Japan provides $31 million for new classrooms at two rural schools
Photo: Jamaica Information Service.
New classrooms are to be constructed at the Black River High School in St. Elizabeth and the Portland-based Fair Prospect Primary School at a total cost of $31 million.
The project is being undertaken through grant funding from the Government of Japan under the Japan Grassroots Human Security Project.
Four classrooms are to be added at Black River High for approximately $20 million and two at Fair Prospect Primary for about $11 million.
Minister of Education, Youth & Information, Senator Ruel Reid, welcomed the assistance from the Government of Japan.
“Both Black River High and Fair Prospect Primary are in need of support. We intend to do further work and it’s on our budget to build out the capacity of Black River High School, so that they can come off the shift (system),” he said at the grant signing ceremony at the Ministry last Friday.
Senator Reid called on the students and teachers of both institutions to appreciate the investments being made.
“Don’t expect us to be making so much investment in our schools and we’re not getting returns, so we have to always encourage accountability and performance. We are encouraging discipline among our students and our teachers and all of this is putting together a package to build a better Jamaica,” he said.
Ambassador of Japan to Jamaica, His Excellency Hiromasa Yamazaki, in his remarks, said the resources being provided will ultimately strengthen the learning environment at the institutions.
He informed that the grant signing ceremony was the sixth in Jamaica under the Japan Grassroots Human Security Project since the start of his tenure five months ago.
“I have signed five grant contracts providing funding assistance to Jamaica’s health and education sectors in respect of the St. Ann’s Bay Hospital, Oracabessa Primary School, Spanish Town Hospital, Iris Gelly Primary and Buff Bay Primary with total funding in excess of $30 million,” he indicated.
Chairman of Black River High School, Vincent Guthrie, expressed gratitude for the improvements to be undertaken.
“It’s a big boost. The challenge that the Black River High School faces is chiefly about classrooms space.
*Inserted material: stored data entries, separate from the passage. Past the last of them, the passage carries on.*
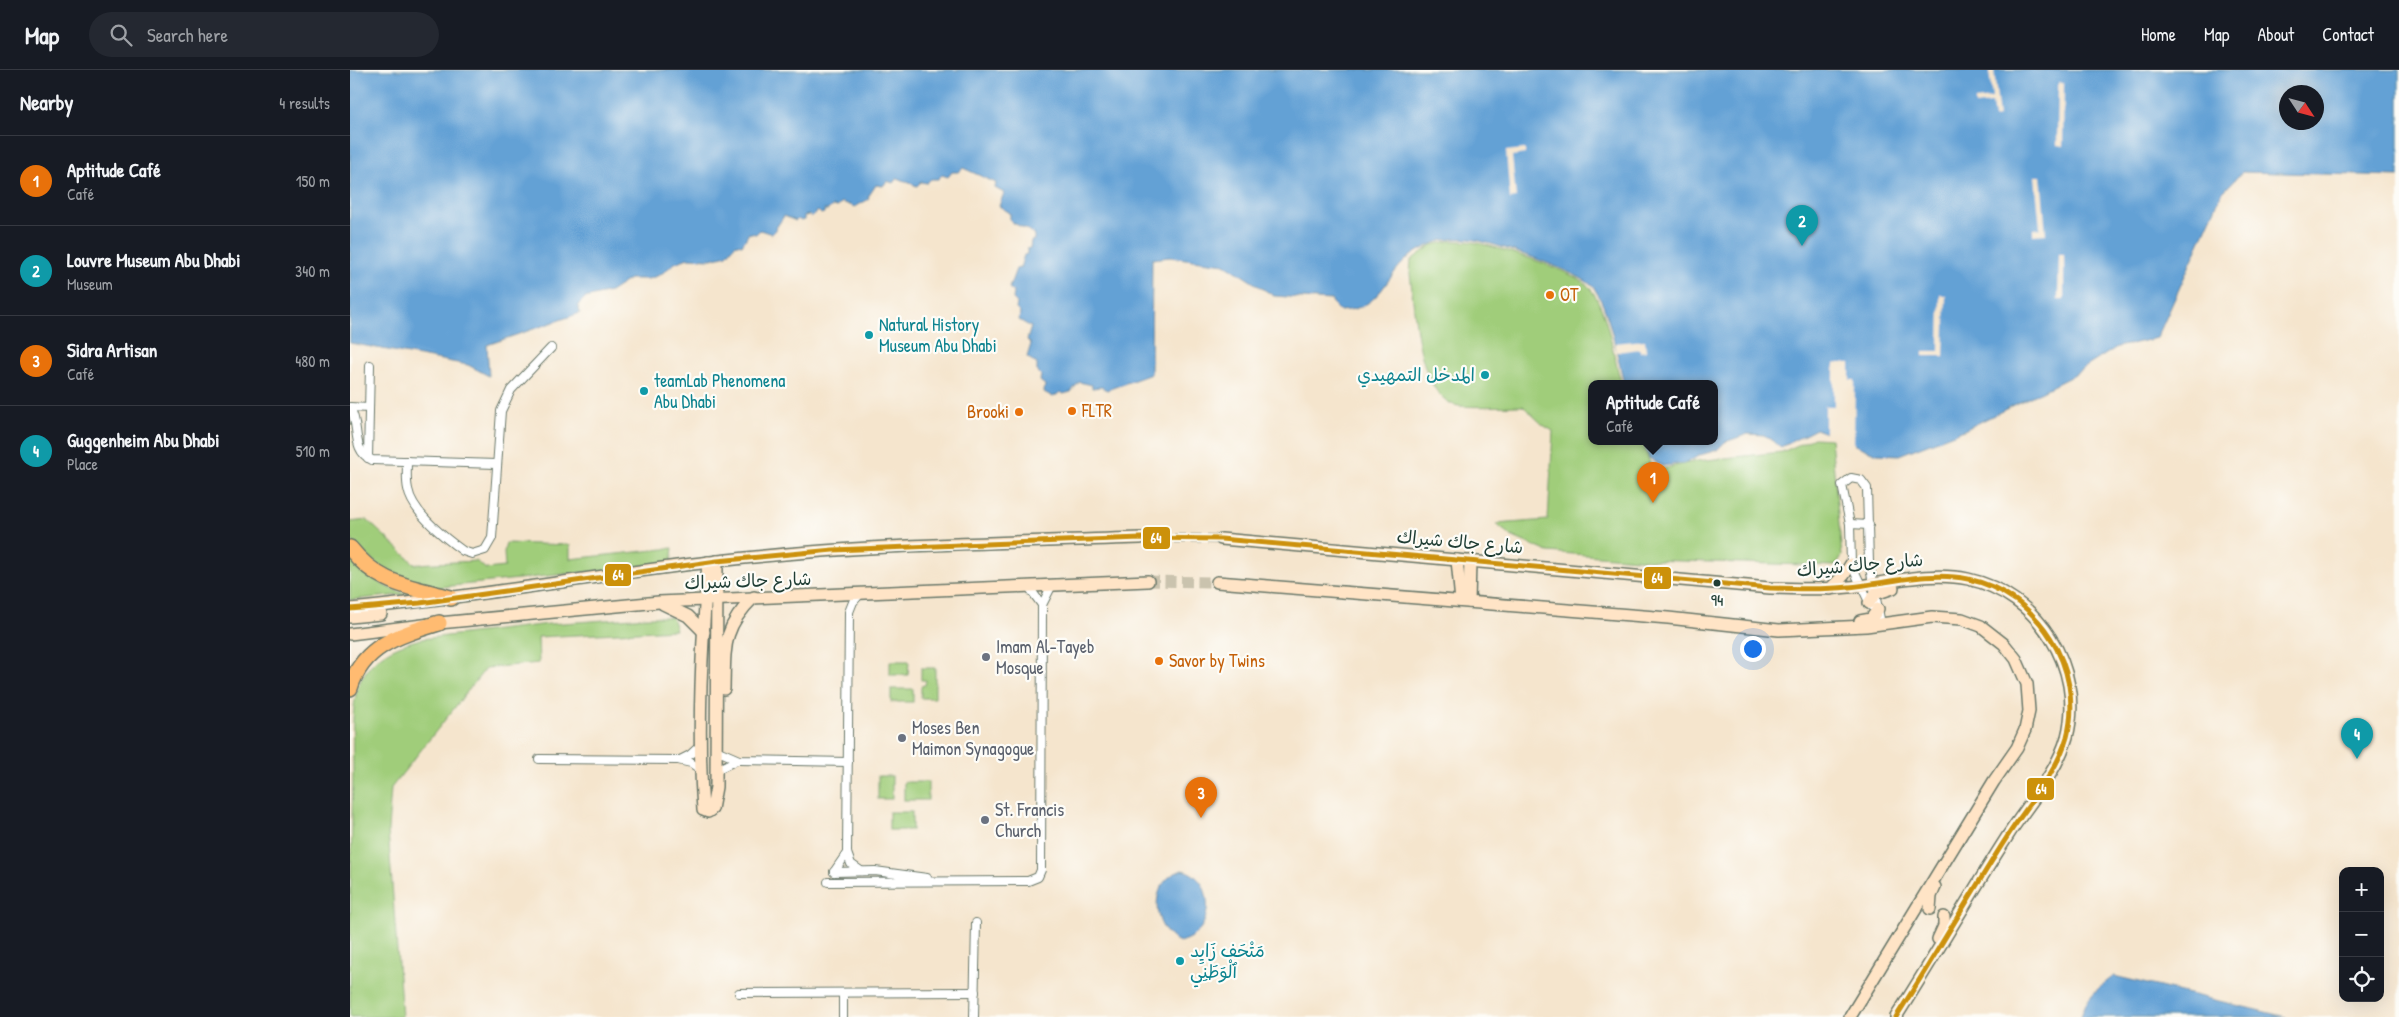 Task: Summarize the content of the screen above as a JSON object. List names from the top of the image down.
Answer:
{
  "streets": {
    "street": ["شارع جاك شيراك"]
  },
  "places": [
    "OT",
    "Natural History Museum Abu Dhabi",
    "المدخل التمهيدي",
    "teamLab Phenomena Abu Dhabi",
    "FLTR",
    "Brooki",
    "94",
    "Imam Al-Tayeb Mosque",
    "Savor by Twins",
    "Moses Ben Maimon Synagogue",
    "St. Francis Church",
    "مَتْحَف زَايِد ٱلْوَطَنِي"
  ],
  "lines": ["transit line 64"],
  "north": "bottom right",
  "page": {
    "header": "Map",
    "search": "Search here",
    "nav": [
      "Home",
      "Map",
      "About",
      "Contact"
    ],
    "heading": ["Nearby", "4 results"],
    "list": [
      {
        "mark": "1",
        "name": "Aptitude Café",
        "note": "Café",
        "value": "150 m"
      },
      {
        "mark": "2",
        "name": "Louvre Museum Abu Dhabi",
        "note": "Museum",
        "value": "340 m"
      },
      {
        "mark": "3",
        "name": "Sidra Artisan",
        "note": "Café",
        "value": "480 m"
      },
      {
        "mark": "4",
        "name": "Guggenheim Abu Dhabi",
        "note": "Place",
        "value": "510 m"
      }
    ],
    "pins": [
      "2",
      "1",
      "4",
      "3"
    ],
    "popup": ["Aptitude Café", "Café"],
    "map_buttons": ["+", "−"]
  }
} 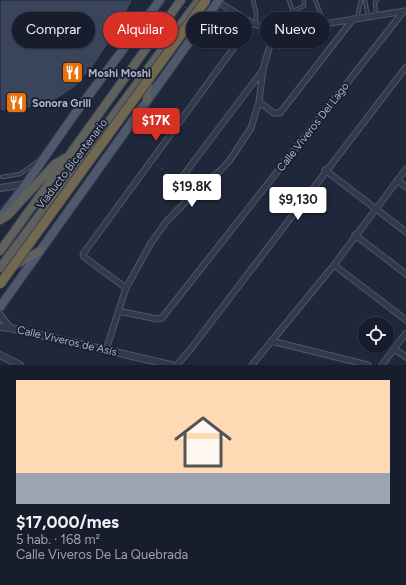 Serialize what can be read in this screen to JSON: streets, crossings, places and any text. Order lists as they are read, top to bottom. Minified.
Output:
{"streets":{"highway":["Viaducto Bicentenario"],"street":["Calle Viveros Del Lago","Calle Viveros de Asís"]},"places":{"restaurant":["Moshi Moshi","Sonora Grill"]},"page":{"chip":["Comprar","Alquilar","Filtros","Nuevo"],"price":["$17K","$19.8K","$9,130"],"list":[{"name":"$17,000/mes","note":"5 hab. · 168 m² · Calle Viveros De La Quebrada"}]}} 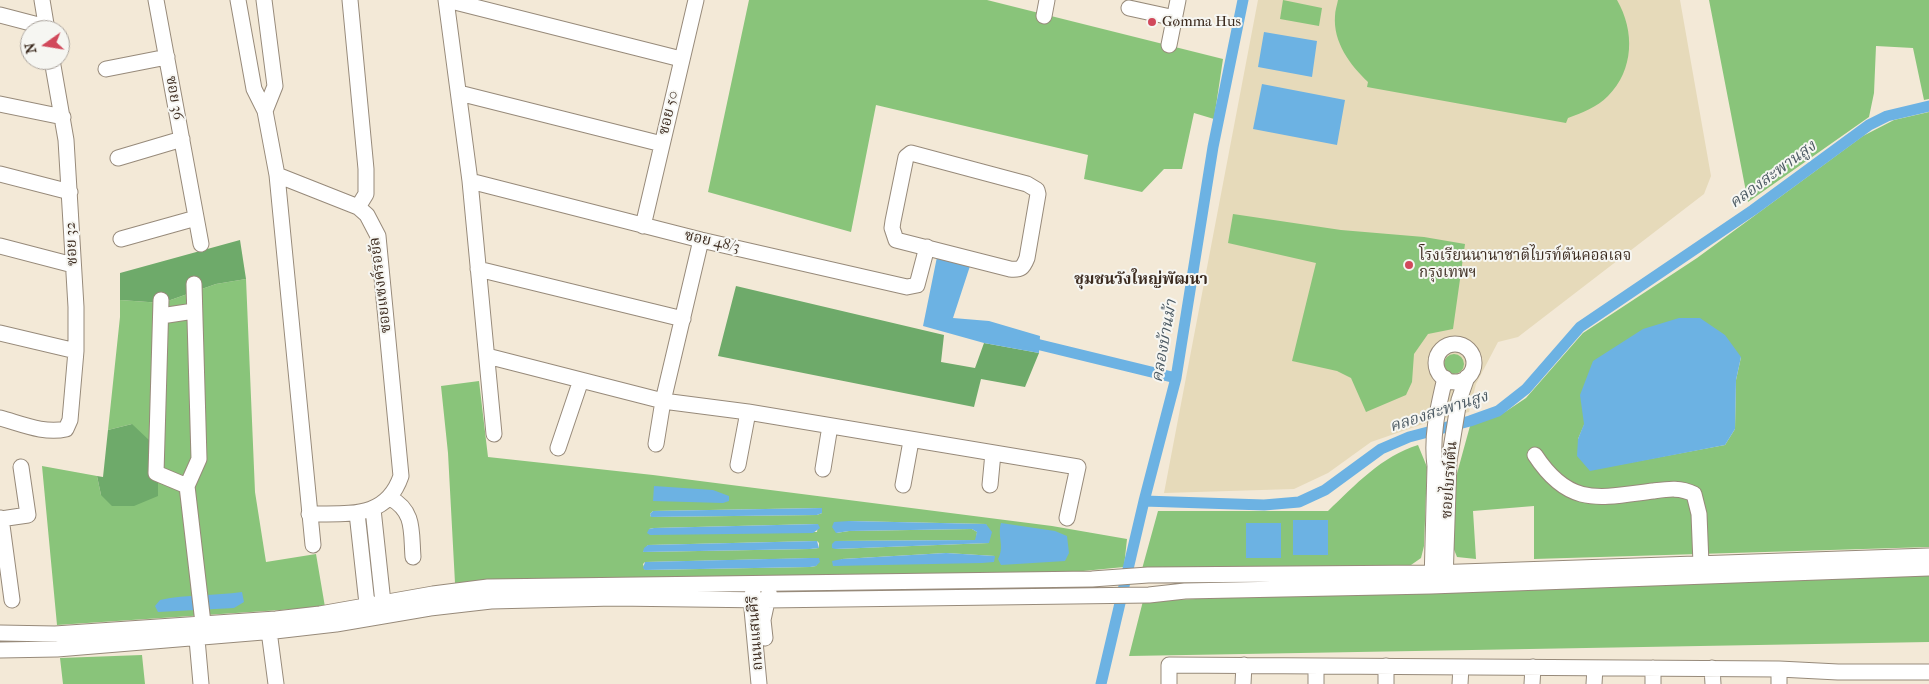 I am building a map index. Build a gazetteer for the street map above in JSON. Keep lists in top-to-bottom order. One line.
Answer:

The school has been on shift for several years…and has outgrown its capacity. Our big thrust now is to get the school off shift so one of our targets is to see if we can indeed get adequate classrooms, maybe about 10, to be able to take the school off shift,” he said.
Principal of Fair Prospect Primary, Juliet Bailey-Walters, said the institution of 212 pupils also faces overcrowding and has had to find innovate ways to accommodate students.
“We are very grateful, because I know that this will go a very far way to improve the ambiance of the school and improve teaching and learning,” she noted.
Through the Grassroots Human Security Project, the Government of Japan offers financial assistance for development programmes designed to meet the diverse needs in rural communities of developing countries.